As you saw above, we switch from a BitmapIndexedNode to an ArrayNode when the number of entries exceeds a threshold – that happens during an assoc operation, where we increase the number of entries. We might switch back from an ArrayNode to a BitmapIndexedNode during a without operation, where we decrease the number of entries, if we drop back below the threshold.
The find method is straightforward. If the entry at the index is null, then the key is not in the map. If it is a node, then we continue the search at the next level.
member _.find(shift, hash, key, nf) =
let idx = NodeOps.mask (hash, shift)
let node = array[idx]
match node with
| null -> nf
| _ -> node.find (shift + 5, hash, key, nf)
assoc similarly is much simpler:
member this.assoc(shift, hash, key, value, addedLeaf) =
// determine the index for the key at this level
let idx = NodeOps.mask (hash, shift)
let node = array[idx]
if isNull node then
// no entry, so the key is not in the map
// create a new ArrayNode with the new key/value pair inserted in a BitmapIndexedNode at the next level down
// note that the count is incremented -- we've added a new entry
upcast
ArrayNode(
null,
count + 1,
NodeOps.cloneAndSet (
array,
idx,
(BitmapIndexedNode.Empty :> INode)
.assoc (shift + 5, hash, key, value, addedLeaf)
)
)
else
// there is an entry -- let that node do the assoc
let n = node.assoc (shift + 5, hash, key, value, addedLeaf)
// if the node coming back is the same as what we started with,
// then the key is already in the map with the same value
// this is a no-op
if LanguagePrimitives.PhysicalEquality n node then
upcast this
else
// the node coming back is different -- we have to replace the existing node with the new
// note that our count does not change -- we have the same number of entries, just a new one in one position.

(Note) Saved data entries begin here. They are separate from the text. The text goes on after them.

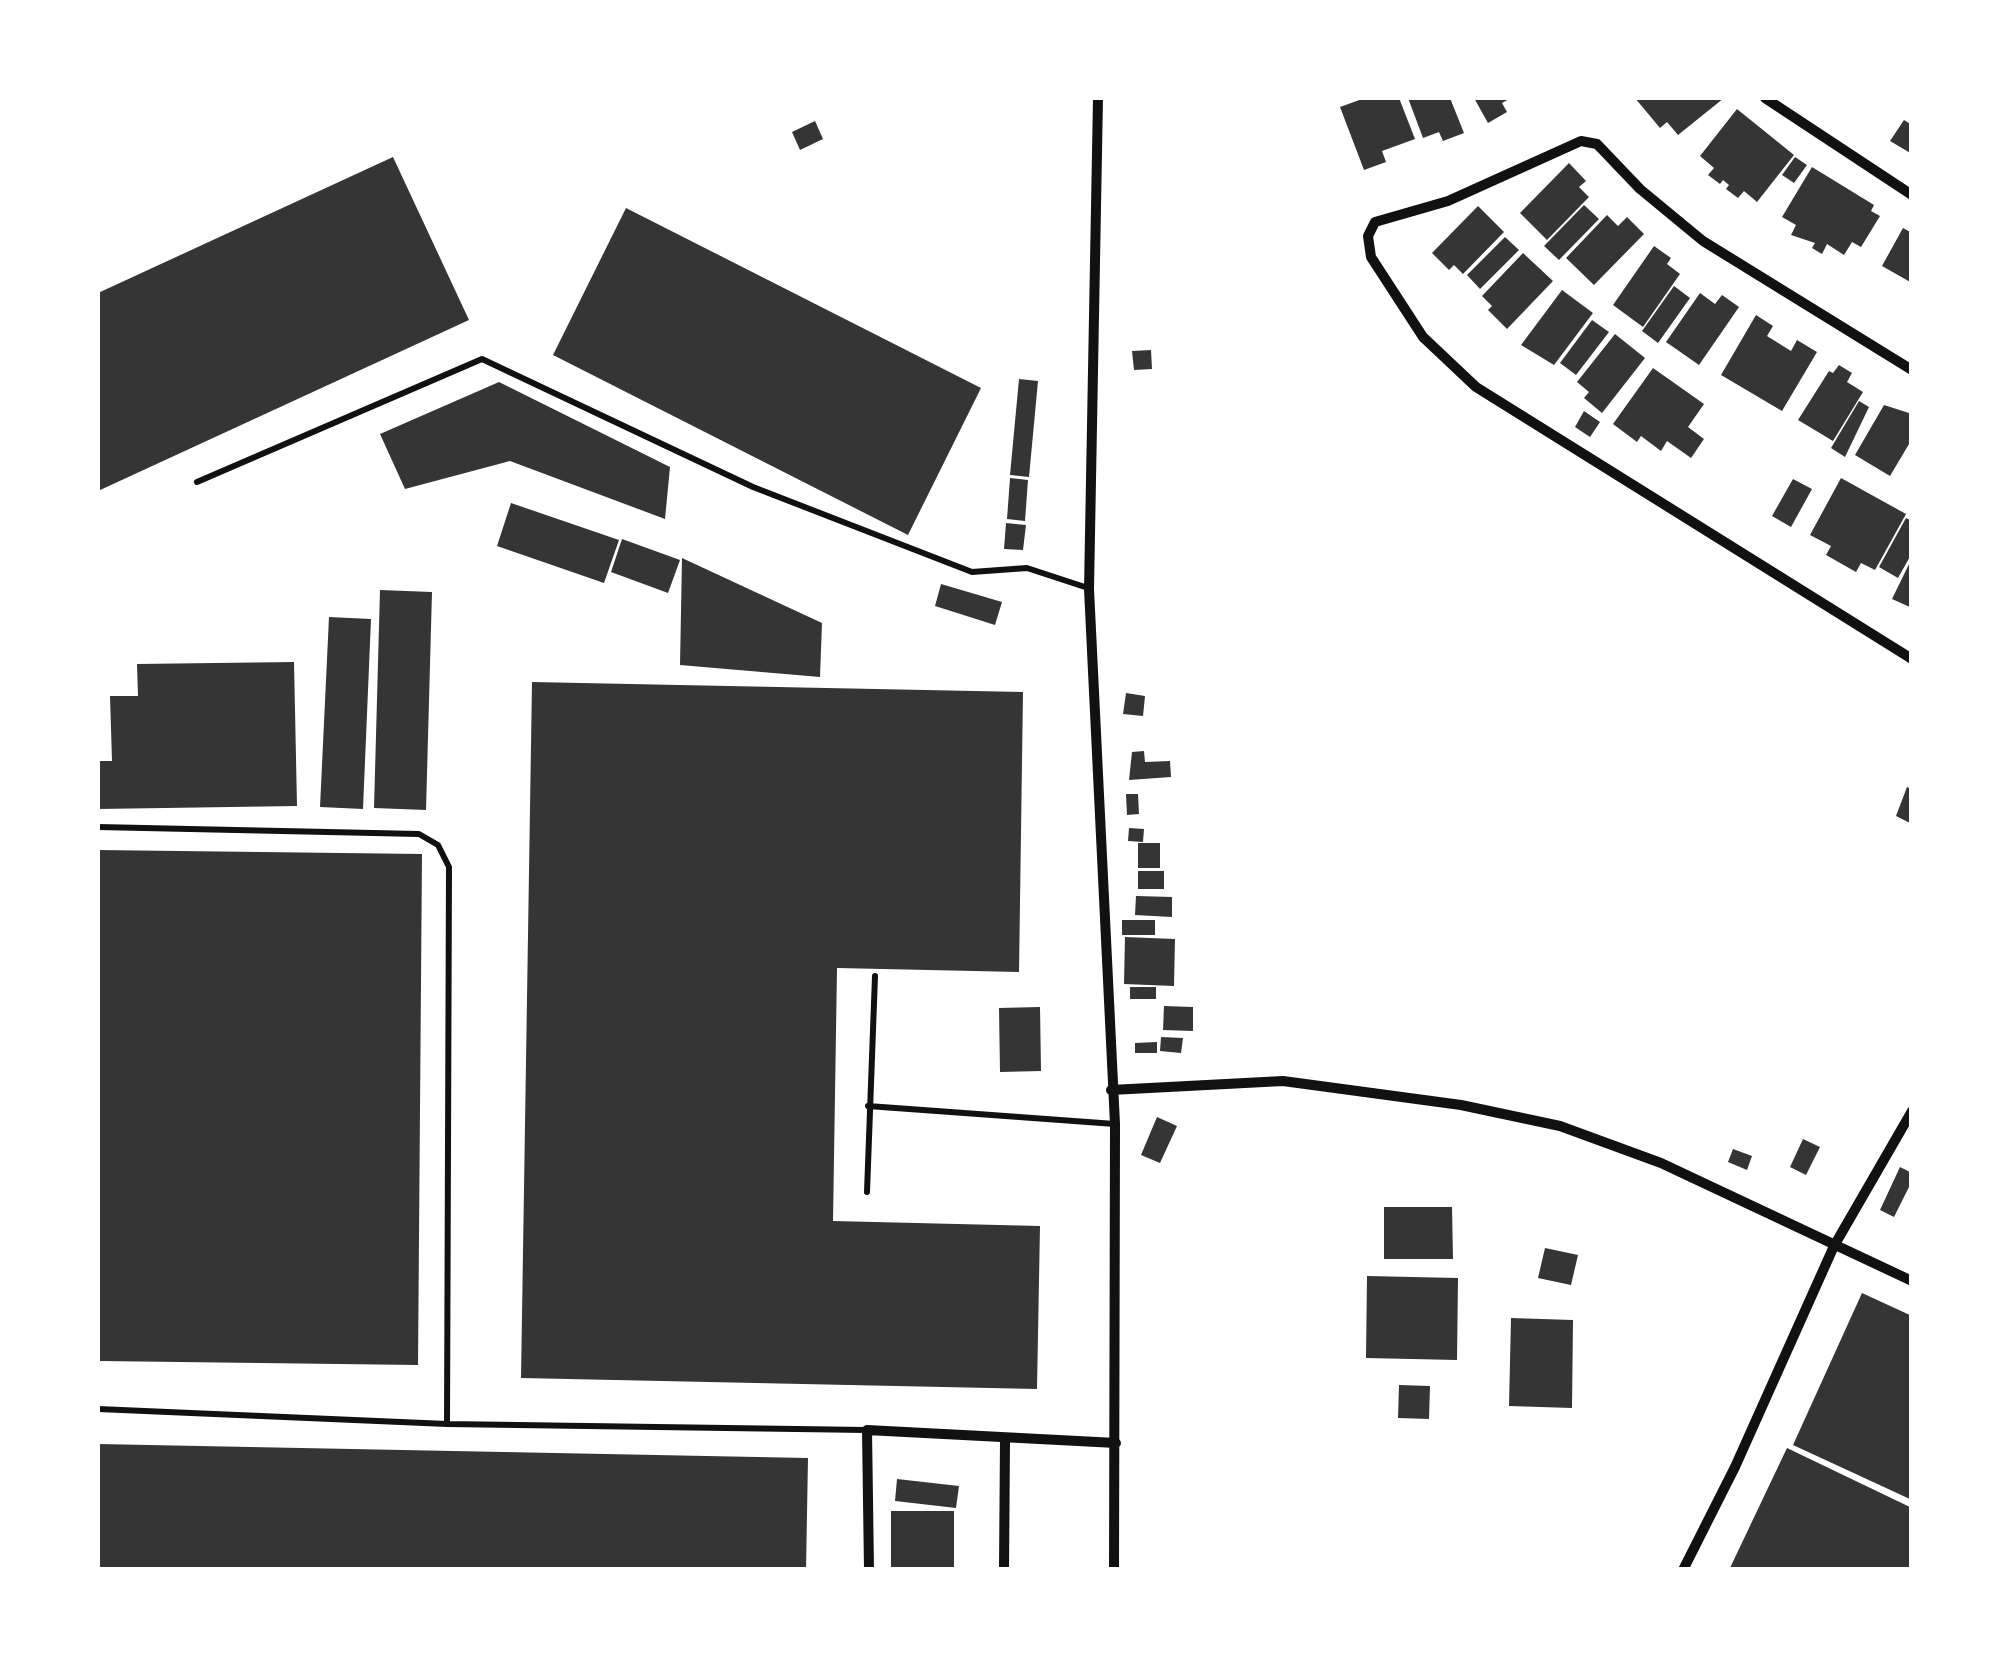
<!DOCTYPE html>
<style>
body{margin:0}
#map{position:relative;width:2009px;height:1667px;overflow:hidden;background:#fff;font-family:Arial,sans-serif}
canvas{display:block}
.frame{position:absolute;inset:0;border:100px solid #fff;pointer-events:none}
</style>
<div id="map">
<canvas width="2009" height="1667"></canvas>
<div class="frame"></div>
</div>
<script>
const c = document.querySelector('canvas').getContext('2d');
c.lineJoin = 'round';
function fillPath(path, color) {
  c.fillStyle = color;
  c.fill(path, 'evenodd');
}
function shape(rows) {
  const path = new Path2D();
  for (const r of rows) {
    path.moveTo(r[0], r[1]);
    for (let i = 2; i < r.length; i += 2) path.lineTo(r[i], r[i + 1]);
  }
  return path;
}
function strokePath(path, color, width, dash) {
  c.strokeStyle = color;
  c.lineWidth = width;
  c.lineCap = dash ? 'butt' : 'round';
  c.setLineDash(dash || []);
  c.stroke(path);
}
fillPath(shape([
 [1365,98,1399,98,1415,139,1382,151,1386,162,1364,170,1340,107],
 [1408,98,1450,98,1464,133,1443,141,1439,132,1423,138],
 [1474,98,1511,98,1502,103,1507,112,1488,123],
 [1635,98,1724,98,1678,135,1667,122,1660,128],
 [1737,109,1794,155,1757,202,1744,191,1738,198,1726,189,1729,185,1723,180,1720,184,1708,175,1714,168,1700,156],
 [1904,120,1912,125,1912,154,1890,141],
 [815,121,823,139,800,150,792,132],
 [393,157,469,320,98,491,98,293],
 [1795,157,1807,165,1794,183,1782,175],
 [1569,163,1586,181,1579,187,1589,197,1547,240,1520,213],
 [1812,167,1874,205,1871,211,1880,216,1861,247,1852,242,1844,255,1827,244,1822,254,1812,248,1815,243,1791,235,1796,225,1782,217],
 [1584,205,1599,219,1559,260,1544,246],
 [1478,206,1504,232,1463,274,1454,265,1449,270,1432,253],
 [626,208,981,388,908,535,553,355],
 [1607,215,1618,226,1627,217,1644,234,1594,285,1566,258],
 [1903,228,1912,233,1912,283,1882,266],
 [1505,237,1519,250,1480,289,1467,275],
 [1654,246,1671,258,1667,264,1680,274,1643,327,1613,305],
 [1523,253,1553,281,1507,329,1488,310,1492,306,1482,296],
 [1674,286,1690,298,1658,343,1642,331],
 [1562,290,1593,313,1554,365,1521,345],
 [1700,293,1715,304,1722,295,1739,307,1699,365,1666,342],
 [1756,315,1773,326,1767,336,1791,351,1797,340,1817,352,1782,411,1721,375],
 [1592,320,1609,332,1576,375,1560,363],
 [1615,334,1645,358,1602,413,1584,398,1589,392,1577,382],
 [1151,350,1152,369,1134,370,1132,351],
 [1839,365,1852,373,1847,382,1863,392,1833,441,1798,420,1829,371,1833,373],
 [1653,368,1704,404,1688,427,1704,439,1691,458,1667,441,1661,451,1641,436,1637,442,1613,424],
 [1019,379,1038,381,1029,477,1010,475],
 [499,382,670,467,665,519,510,461,405,489,380,434],
 [1859,401,1869,407,1845,457,1831,448],
 [1884,405,1912,414,1912,439,1890,476,1855,455],
 [1584,411,1600,422,1590,437,1575,427],
 [1010,478,1028,480,1025,521,1007,519],
 [1841,478,1906,514,1875,570,1861,563,1856,572,1826,555,1831,546,1810,535],
 [1793,479,1812,489,1791,527,1772,516],
 [511,503,619,540,604,583,497,546],
 [1906,518,1912,521,1912,553,1898,578,1879,567],
 [1006,523,1026,525,1023,550,1004,549],
 [622,539,680,560,668,593,611,572],
 [682,558,822,623,820,677,680,665],
 [1912,558,1912,608,1892,599],
 [941,584,1002,602,995,625,935,606],
 [380,590,432,592,426,810,374,808],
 [329,617,371,619,363,809,320,807],
 [294,662,297,806,98,809,98,761,112,761,110,696,138,696,137,664],
 [532,682,1023,692,1019,972,837,968,833,1221,1040,1226,1037,1389,521,1378],
 [1126,693,1145,696,1143,716,1123,714],
 [1144,751,1145,762,1170,761,1171,777,1129,780,1132,752],
 [1907,787,1912,789,1910,823,1896,816],
 [1126,794,1138,794,1139,814,1127,815],
 [1129,828,1144,829,1143,842,1128,841],
 [1138,843,1160,843,1160,868,1138,868],
 [98,850,422,854,418,1365,100,1361],
 [1138,871,1164,871,1164,889,1138,889],
 [1136,896,1172,897,1172,917,1135,915],
 [1122,920,1155,920,1155,935,1122,935],
 [1125,937,1175,939,1174,986,1124,984],
 [1130,987,1156,987,1156,999,1130,999],
 [1164,1006,1193,1007,1193,1031,1163,1030],
 [1040,1007,1041,1071,1000,1072,999,1008],
 [1161,1037,1183,1038,1181,1053,1160,1051],
 [1157,1042,1157,1053,1135,1053,1135,1043],
 [1157,1117,1177,1126,1160,1163,1141,1155],
 [1803,1139,1820,1147,1806,1175,1790,1167],
 [1733,1149,1752,1156,1747,1170,1728,1162],
 [1900,1167,1912,1173,1912,1181,1894,1217,1880,1210],
 [1384,1207,1452,1207,1453,1259,1384,1259],
 [1545,1248,1578,1255,1571,1285,1538,1278],
 [1367,1276,1458,1278,1457,1360,1366,1358],
 [1862,1293,1912,1316,1912,1500,1793,1445],
 [1511,1318,1573,1320,1572,1408,1509,1406],
 [1399,1385,1430,1386,1429,1419,1398,1418],
 [98,1444,808,1458,806,1570,98,1570],
 [1787,1448,1912,1508,1912,1570,1729,1570],
 [897,1479,959,1486,956,1508,895,1501],
 [891,1511,954,1511,954,1570,891,1570]
]), '#353535');
strokePath(shape([
 [197,482,482,359,753,487,972,572,1027,568,1088,588],
 [98,827,419,834,438,845,449,867,447,1424],
 [868,1106,1115,1124],
 [867,1192,875,976],
 [98,1409,447,1424,866,1430]
]), '#111', 6);
strokePath(shape([
 [1098,98,1089,589,1115,1124,1114,1570],
 [1765,98,1912,195],
 [1912,370,1703,241,1640,189,1597,144,1581,141,1448,201,1375,222,1368,236,1371,257,1423,337,1476,387,1912,659],
 [1111,1090,1283,1081,1461,1105,1560,1126,1661,1163,1912,1281],
 [869,1570,867,1430,1116,1443],
 [1004,1570,1005,1440],
 [1683,1570,1735,1467,1834,1246,1912,1111]
]), '#111', 10);
</script>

// addedLeaf is set by the call to assoc on the subnode
upcast ArrayNode(null, count, NodeOps.cloneAndSet (array, idx, n))
without gets a little more complicated because of the possible transition back to a BitmapIndexNode.
member this.without(shift, hash, key) =
let idx = NodeOps.mask (hash, shift)
let node = array[idx]
if isNull node then
// not entry at the index -- the key is not in the map
// this is a no-op -- return 'this'
upcast this
else
// there is an entry -- let that node do the without
let n = node.without (shift + 5, hash, key)
// if we get back the node we started with, then the key is not in the map -- this is a no-op
if LanguagePrimitives.PhysicalEquality n node then
upcast this
// If we get back null from the subnode without, there are no more entries down that branch
// We are going to remove a node from the array.
// The question is: do we shrink back to a BitmapIndexedNode or stay as an ArrayNode?
elif isNull n then
if count <= 8 then
// shrink to BitmapIndexedNode
this.pack (null, idx)
else
// stay as an array node
upcast ArrayNode(null, count - 1, NodeOps.cloneAndSet (array, idx, n))
else
// we got back a new node -- we have to replace the existing node with the new
upcast ArrayNode(null, count, NodeOps.cloneAndSet (array, idx, n))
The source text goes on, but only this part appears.